Collected data
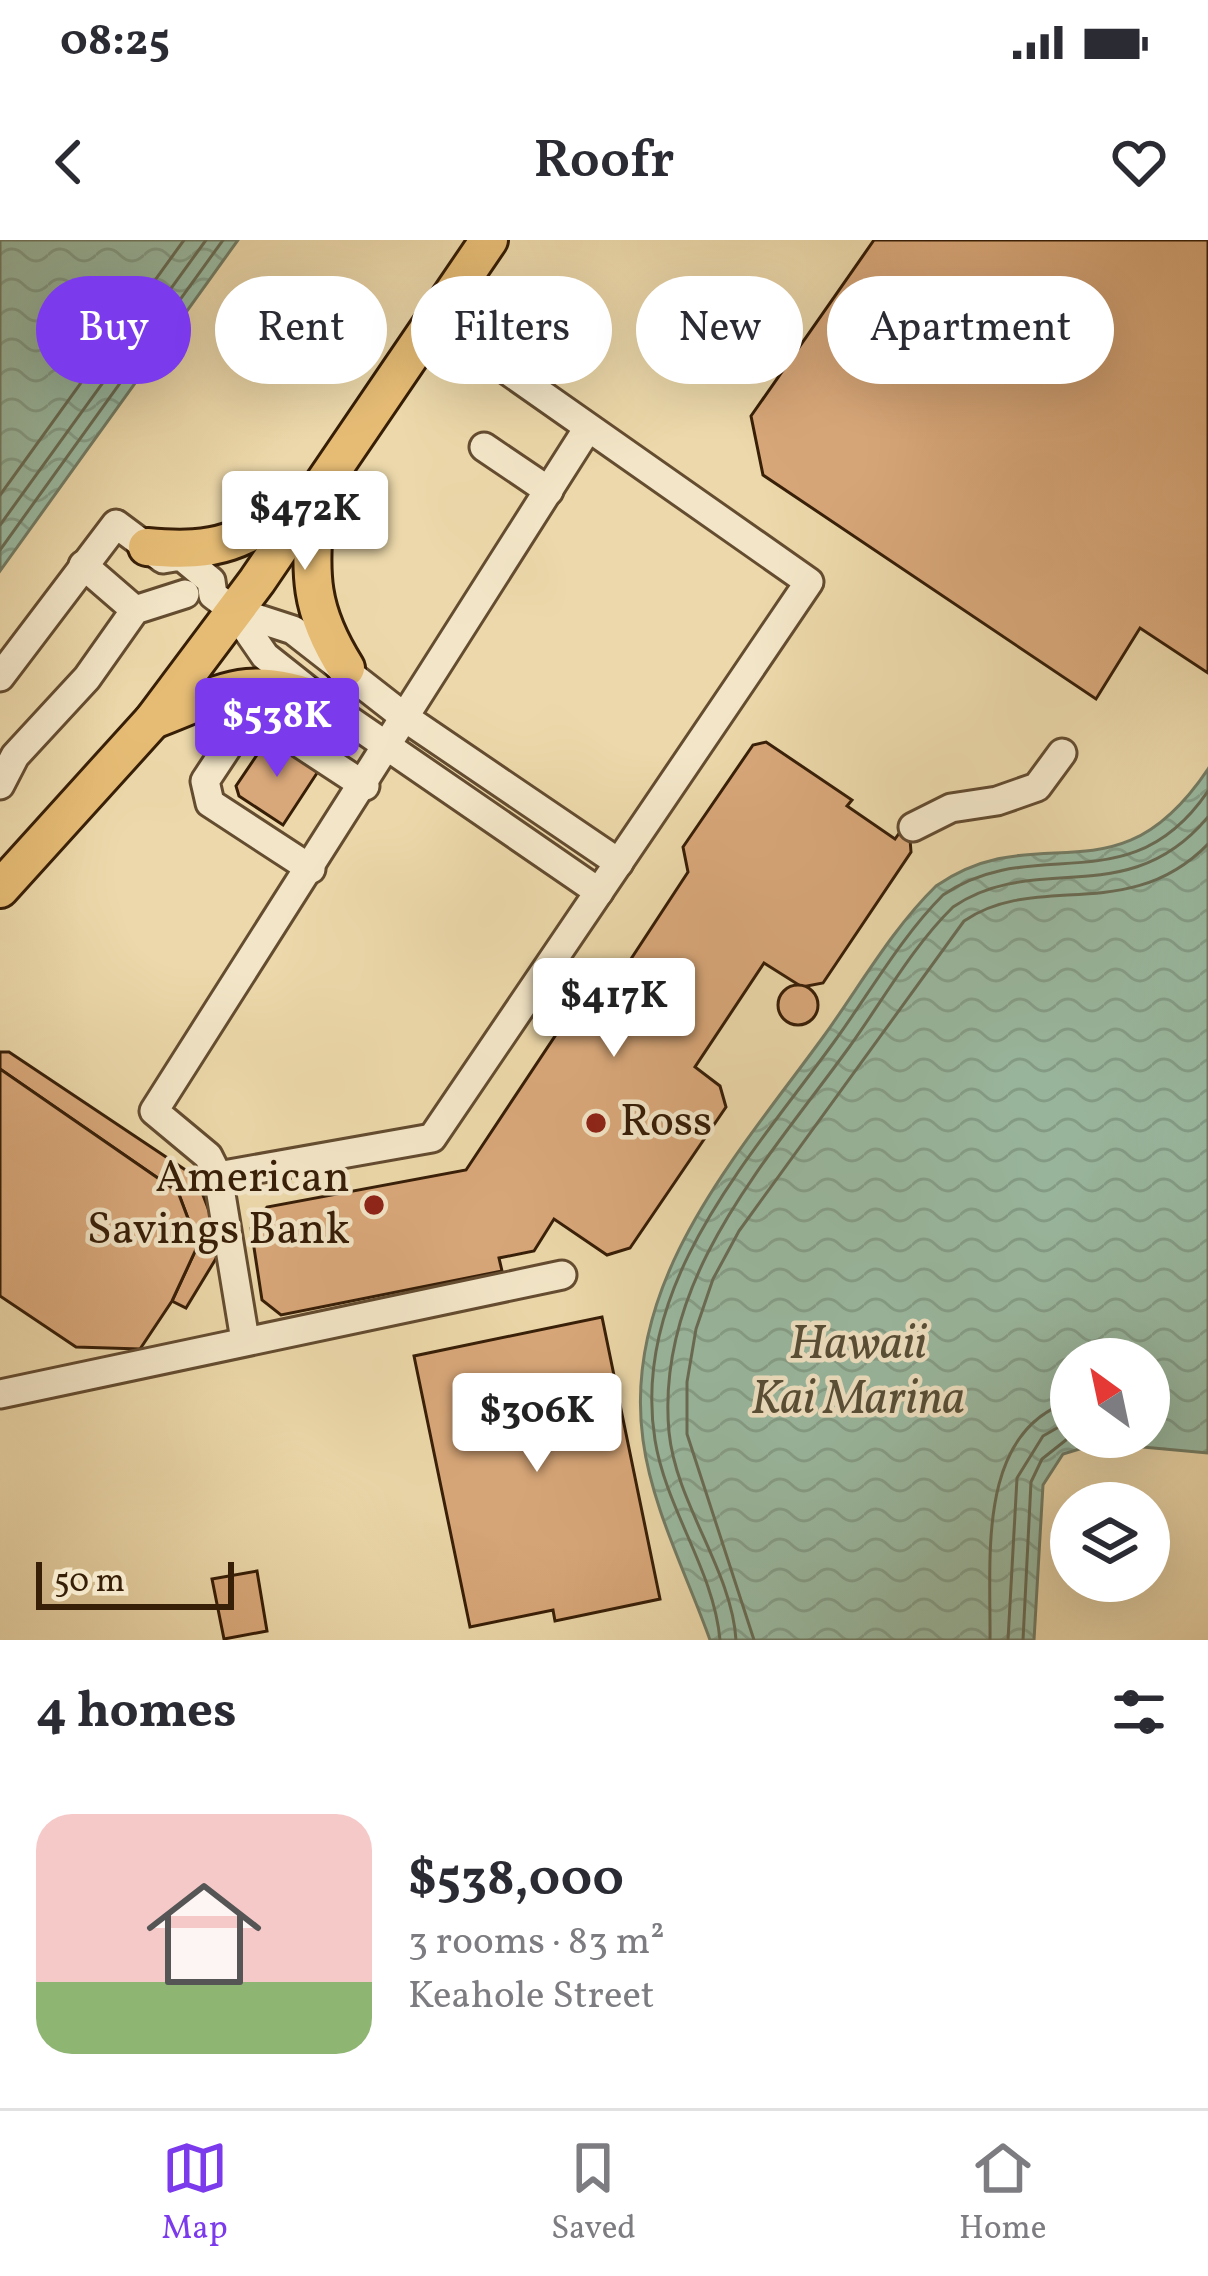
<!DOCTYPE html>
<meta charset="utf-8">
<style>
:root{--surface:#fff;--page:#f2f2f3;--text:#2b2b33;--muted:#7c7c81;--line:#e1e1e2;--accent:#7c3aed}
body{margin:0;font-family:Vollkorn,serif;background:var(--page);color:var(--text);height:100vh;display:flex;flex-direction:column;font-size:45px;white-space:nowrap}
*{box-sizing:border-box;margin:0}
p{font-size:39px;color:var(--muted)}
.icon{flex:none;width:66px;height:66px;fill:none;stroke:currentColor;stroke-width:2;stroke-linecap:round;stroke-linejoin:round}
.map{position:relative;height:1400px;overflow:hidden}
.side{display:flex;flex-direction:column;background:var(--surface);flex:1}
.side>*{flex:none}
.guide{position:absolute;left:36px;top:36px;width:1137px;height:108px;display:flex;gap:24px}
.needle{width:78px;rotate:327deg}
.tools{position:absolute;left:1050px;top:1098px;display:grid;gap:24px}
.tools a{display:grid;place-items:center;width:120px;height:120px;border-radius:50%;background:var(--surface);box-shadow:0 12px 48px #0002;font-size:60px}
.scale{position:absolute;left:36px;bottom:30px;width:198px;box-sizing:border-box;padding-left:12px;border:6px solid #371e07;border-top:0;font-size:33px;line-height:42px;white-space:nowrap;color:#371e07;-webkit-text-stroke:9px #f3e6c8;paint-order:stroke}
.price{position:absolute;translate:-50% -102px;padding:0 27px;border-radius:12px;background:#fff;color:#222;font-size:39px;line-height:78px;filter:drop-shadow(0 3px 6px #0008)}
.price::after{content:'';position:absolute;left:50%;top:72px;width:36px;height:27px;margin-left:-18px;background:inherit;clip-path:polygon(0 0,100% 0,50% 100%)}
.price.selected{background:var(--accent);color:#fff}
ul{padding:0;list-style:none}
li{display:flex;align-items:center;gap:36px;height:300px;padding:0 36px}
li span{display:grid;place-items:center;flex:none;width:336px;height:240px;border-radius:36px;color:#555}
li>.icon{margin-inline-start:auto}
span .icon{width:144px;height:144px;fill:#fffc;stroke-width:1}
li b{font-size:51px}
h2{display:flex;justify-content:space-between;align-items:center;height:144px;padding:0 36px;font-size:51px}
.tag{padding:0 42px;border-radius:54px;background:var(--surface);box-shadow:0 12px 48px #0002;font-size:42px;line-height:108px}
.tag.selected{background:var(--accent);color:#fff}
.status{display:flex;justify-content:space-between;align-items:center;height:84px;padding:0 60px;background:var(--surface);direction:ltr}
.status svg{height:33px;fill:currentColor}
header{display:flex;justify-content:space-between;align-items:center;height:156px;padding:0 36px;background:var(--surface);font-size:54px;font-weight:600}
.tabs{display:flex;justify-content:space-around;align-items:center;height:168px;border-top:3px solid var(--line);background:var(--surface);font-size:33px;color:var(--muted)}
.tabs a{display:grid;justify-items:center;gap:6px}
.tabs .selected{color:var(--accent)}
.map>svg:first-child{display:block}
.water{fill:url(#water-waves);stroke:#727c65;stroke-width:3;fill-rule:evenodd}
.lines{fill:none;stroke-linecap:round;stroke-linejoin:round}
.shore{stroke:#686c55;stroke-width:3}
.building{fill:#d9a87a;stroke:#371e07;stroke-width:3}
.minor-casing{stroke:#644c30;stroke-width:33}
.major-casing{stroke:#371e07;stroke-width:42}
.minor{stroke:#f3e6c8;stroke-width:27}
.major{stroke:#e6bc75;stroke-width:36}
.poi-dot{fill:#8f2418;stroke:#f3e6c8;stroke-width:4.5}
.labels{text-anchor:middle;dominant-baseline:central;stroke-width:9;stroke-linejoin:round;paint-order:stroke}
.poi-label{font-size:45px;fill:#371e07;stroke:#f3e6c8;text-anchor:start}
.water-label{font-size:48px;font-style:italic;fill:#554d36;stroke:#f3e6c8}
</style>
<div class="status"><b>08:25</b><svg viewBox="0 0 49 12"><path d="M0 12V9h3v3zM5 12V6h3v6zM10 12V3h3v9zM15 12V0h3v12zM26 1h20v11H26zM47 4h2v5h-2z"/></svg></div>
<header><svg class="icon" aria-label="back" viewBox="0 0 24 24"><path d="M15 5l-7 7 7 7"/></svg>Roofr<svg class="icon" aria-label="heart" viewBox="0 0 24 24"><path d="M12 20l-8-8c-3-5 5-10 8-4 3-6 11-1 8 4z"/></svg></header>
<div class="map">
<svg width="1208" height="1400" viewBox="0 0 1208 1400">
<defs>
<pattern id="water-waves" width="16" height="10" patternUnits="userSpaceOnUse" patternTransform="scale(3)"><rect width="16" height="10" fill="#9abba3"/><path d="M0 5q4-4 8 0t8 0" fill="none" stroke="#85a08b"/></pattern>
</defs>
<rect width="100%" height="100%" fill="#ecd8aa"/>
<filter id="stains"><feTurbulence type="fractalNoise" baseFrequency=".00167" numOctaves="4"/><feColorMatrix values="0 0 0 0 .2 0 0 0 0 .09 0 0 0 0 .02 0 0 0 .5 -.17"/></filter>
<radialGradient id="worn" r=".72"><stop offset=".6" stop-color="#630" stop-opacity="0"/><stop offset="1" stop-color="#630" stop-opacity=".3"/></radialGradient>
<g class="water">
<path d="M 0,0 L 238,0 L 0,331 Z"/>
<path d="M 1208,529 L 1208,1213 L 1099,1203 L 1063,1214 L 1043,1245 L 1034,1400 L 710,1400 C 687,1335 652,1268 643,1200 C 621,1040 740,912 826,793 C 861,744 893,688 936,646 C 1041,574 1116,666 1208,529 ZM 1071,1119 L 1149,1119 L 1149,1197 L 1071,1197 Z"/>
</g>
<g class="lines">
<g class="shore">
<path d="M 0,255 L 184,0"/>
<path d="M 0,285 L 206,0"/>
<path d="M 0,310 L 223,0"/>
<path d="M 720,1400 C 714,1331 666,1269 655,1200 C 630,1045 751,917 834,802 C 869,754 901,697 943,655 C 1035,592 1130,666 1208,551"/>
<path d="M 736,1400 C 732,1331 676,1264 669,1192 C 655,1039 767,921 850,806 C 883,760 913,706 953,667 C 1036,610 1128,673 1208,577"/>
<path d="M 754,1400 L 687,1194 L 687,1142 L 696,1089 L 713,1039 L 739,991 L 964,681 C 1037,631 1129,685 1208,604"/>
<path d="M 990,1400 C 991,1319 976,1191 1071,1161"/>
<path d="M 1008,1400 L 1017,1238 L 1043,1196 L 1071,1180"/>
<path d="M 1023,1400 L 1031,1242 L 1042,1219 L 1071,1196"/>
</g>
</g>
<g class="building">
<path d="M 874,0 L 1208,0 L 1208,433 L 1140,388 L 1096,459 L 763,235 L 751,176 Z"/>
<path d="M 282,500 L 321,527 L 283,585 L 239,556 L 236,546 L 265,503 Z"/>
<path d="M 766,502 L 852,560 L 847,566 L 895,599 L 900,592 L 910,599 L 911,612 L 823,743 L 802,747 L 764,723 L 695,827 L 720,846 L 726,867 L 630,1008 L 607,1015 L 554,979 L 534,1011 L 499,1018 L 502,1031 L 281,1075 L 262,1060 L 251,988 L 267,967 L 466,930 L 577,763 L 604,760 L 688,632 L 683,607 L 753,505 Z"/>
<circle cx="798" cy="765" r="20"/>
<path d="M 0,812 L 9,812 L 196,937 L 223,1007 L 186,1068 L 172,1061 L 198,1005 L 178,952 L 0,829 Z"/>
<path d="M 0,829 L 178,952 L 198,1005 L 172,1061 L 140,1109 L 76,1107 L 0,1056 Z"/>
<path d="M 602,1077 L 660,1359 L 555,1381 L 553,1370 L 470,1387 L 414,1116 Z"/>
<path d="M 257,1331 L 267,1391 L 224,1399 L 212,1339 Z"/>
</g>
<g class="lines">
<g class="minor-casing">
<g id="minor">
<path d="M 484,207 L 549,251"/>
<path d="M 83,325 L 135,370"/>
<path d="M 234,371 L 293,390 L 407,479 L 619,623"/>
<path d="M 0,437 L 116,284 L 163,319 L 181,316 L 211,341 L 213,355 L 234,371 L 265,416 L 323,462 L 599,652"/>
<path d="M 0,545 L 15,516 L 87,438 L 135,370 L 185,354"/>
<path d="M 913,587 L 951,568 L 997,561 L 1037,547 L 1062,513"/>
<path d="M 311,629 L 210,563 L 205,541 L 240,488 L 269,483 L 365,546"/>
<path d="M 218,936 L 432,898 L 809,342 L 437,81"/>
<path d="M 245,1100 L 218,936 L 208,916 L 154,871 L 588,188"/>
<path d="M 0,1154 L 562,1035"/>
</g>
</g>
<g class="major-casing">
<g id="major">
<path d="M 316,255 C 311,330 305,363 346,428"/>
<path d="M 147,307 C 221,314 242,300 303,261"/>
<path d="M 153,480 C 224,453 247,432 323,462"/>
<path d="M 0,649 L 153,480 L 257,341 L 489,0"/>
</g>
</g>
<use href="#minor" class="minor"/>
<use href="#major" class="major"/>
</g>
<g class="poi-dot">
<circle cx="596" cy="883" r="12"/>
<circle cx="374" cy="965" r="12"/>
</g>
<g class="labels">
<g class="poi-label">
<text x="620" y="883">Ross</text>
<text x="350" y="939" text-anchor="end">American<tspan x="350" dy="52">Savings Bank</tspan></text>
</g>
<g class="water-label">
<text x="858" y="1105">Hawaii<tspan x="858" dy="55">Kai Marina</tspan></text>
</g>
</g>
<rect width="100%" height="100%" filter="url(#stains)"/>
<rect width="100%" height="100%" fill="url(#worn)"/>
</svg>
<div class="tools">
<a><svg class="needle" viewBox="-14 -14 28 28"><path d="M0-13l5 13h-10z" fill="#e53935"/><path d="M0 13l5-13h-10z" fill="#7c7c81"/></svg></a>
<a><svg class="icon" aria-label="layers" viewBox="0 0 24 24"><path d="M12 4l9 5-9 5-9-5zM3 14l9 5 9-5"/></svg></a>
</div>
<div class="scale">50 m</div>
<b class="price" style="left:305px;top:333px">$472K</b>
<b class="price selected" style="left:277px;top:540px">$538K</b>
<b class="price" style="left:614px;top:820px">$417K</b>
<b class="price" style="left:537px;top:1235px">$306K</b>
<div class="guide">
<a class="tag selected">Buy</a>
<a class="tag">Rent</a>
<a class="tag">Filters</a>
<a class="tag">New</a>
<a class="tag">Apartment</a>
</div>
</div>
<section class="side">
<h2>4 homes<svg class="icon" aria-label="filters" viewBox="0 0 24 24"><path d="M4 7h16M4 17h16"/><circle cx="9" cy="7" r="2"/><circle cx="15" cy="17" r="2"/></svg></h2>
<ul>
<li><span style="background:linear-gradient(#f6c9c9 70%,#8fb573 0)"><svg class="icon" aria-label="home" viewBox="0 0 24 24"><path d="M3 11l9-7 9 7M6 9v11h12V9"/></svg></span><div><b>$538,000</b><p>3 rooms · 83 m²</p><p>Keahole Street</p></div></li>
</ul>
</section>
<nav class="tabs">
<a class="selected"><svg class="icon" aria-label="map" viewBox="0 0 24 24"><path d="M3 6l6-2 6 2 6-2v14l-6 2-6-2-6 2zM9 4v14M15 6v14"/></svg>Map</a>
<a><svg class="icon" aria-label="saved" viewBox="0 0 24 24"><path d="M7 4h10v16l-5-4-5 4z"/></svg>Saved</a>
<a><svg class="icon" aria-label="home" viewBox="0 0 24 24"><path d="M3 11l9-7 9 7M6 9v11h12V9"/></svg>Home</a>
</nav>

# WHAT YOU HAVE TO DO
Using the records above, find and show each line with the string "margin".

# RESPONSE
body{margin:0;font-family:Vollkorn,serif;background:var(--page);color:var(--text);height:100vh;display:flex;flex-direction:column;font-size:45px;white-space:nowrap}
*{box-sizing:border-box;margin:0}
.price::after{content:'';position:absolute;left:50%;top:72px;width:36px;height:27px;margin-left:-18px;background:inherit;clip-path:polygon(0 0,100% 0,50% 100%)}
li>.icon{margin-inline-start:auto}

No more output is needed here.